» **GIVEN INFORMATION**:
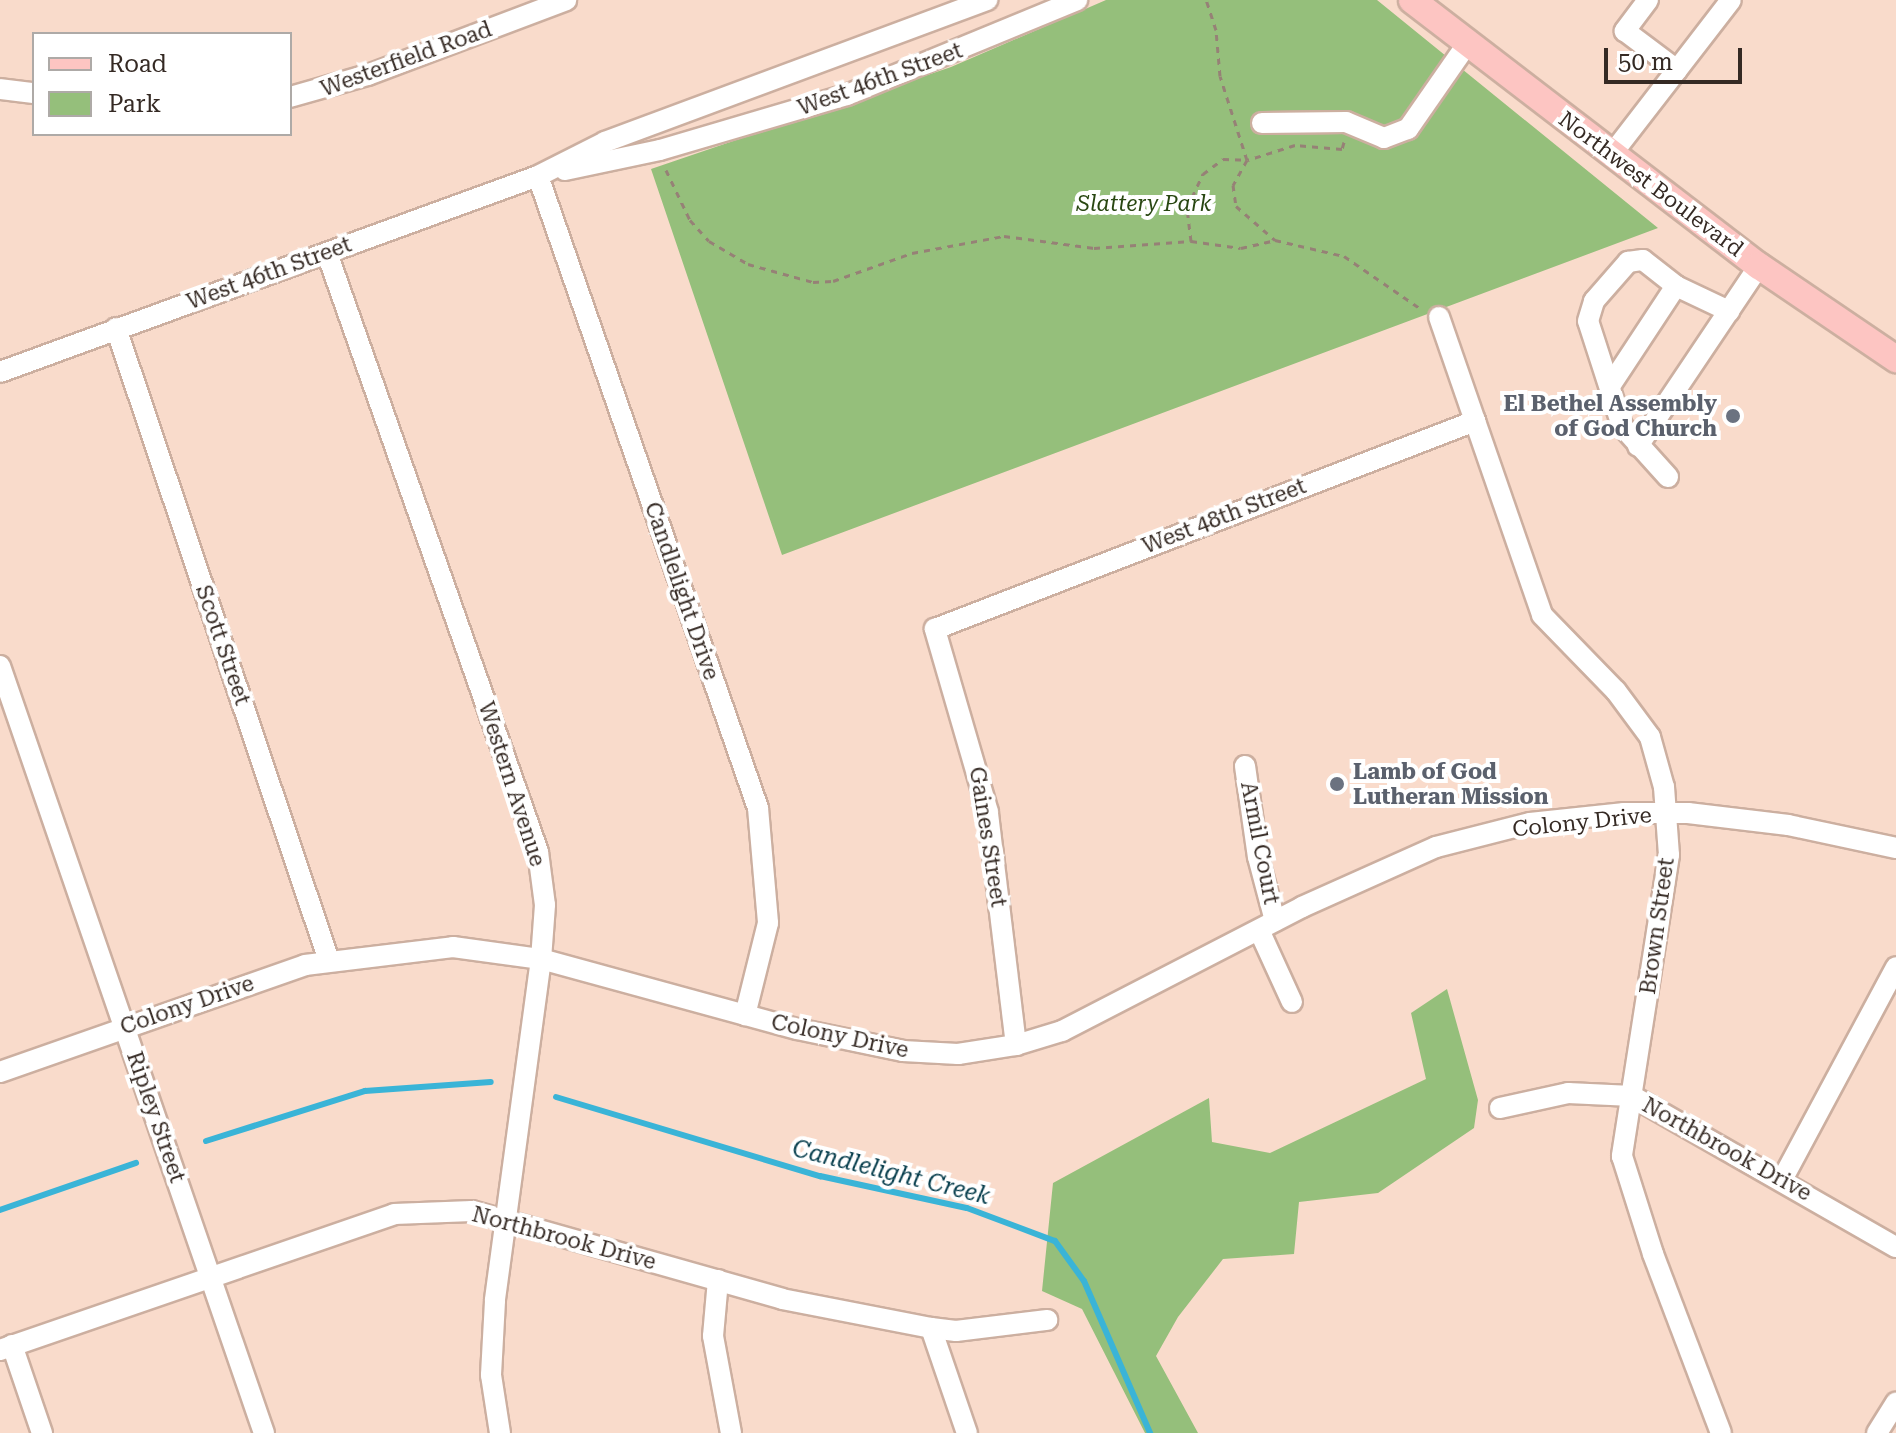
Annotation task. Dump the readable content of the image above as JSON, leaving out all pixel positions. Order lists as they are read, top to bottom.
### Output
{
  "streets": {
    "main road": ["Northwest Boulevard"],
    "street": [
      "Westerfield Road",
      "West 46th Street",
      "West 48th Street",
      "Candlelight Drive",
      "Scott Street",
      "Western Avenue",
      "Colony Drive",
      "Gaines Street",
      "Armil Court",
      "Brown Street",
      "Ripley Street",
      "Northbrook Drive"
    ]
  },
  "crossings": [
    ["West 46th Street", "Candlelight Drive"],
    ["West 46th Street", "Scott Street"],
    ["West 46th Street", "Western Avenue"],
    ["West 48th Street", "Gaines Street"],
    ["West 48th Street", "Brown Street"],
    ["Candlelight Drive", "Colony Drive"],
    ["Scott Street", "Colony Drive"],
    ["Western Avenue", "Colony Drive"],
    ["Western Avenue", "Northbrook Drive"],
    ["Colony Drive", "Gaines Street"],
    ["Colony Drive", "Armil Court"],
    ["Colony Drive", "Brown Street"],
    ["Colony Drive", "Ripley Street"],
    ["Brown Street", "Northbrook Drive"],
    ["Ripley Street", "Northbrook Drive"]
  ],
  "water": ["Candlelight Creek"],
  "parks": ["Slattery Park"],
  "places": ["El Bethel Assembly of God Church", "Lamb of God Lutheran Mission"],
  "legend": ["Road", "Park"],
  "scale_bar": "50 m"
}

» **EXERCISE OBJECTIVE**: Your copy must match the records above exactly, apart from the pictures, which are excluded.

» **REPLY TO THE TASK**:
Annotation task. Dump the readable content of the image above as JSON, leaving out all pixel positions. Order lists as they are read, top to bottom.
### Output
{
  "streets": {
    "main road": ["Northwest Boulevard"],
    "street": [
      "Westerfield Road",
      "West 46th Street",
      "West 48th Street",
      "Candlelight Drive",
      "Scott Street",
      "Western Avenue",
      "Colony Drive",
      "Gaines Street",
      "Armil Court",
      "Brown Street",
      "Ripley Street",
      "Northbrook Drive"
    ]
  },
  "crossings": [
    ["West 46th Street", "Candlelight Drive"],
    ["West 46th Street", "Scott Street"],
    ["West 46th Street", "Western Avenue"],
    ["West 48th Street", "Gaines Street"],
    ["West 48th Street", "Brown Street"],
    ["Candlelight Drive", "Colony Drive"],
    ["Scott Street", "Colony Drive"],
    ["Western Avenue", "Colony Drive"],
    ["Western Avenue", "Northbrook Drive"],
    ["Colony Drive", "Gaines Street"],
    ["Colony Drive", "Armil Court"],
    ["Colony Drive", "Brown Street"],
    ["Colony Drive", "Ripley Street"],
    ["Brown Street", "Northbrook Drive"],
    ["Ripley Street", "Northbrook Drive"]
  ],
  "water": ["Candlelight Creek"],
  "parks": ["Slattery Park"],
  "places": ["El Bethel Assembly of God Church", "Lamb of God Lutheran Mission"],
  "legend": ["Road", "Park"],
  "scale_bar": "50 m"
}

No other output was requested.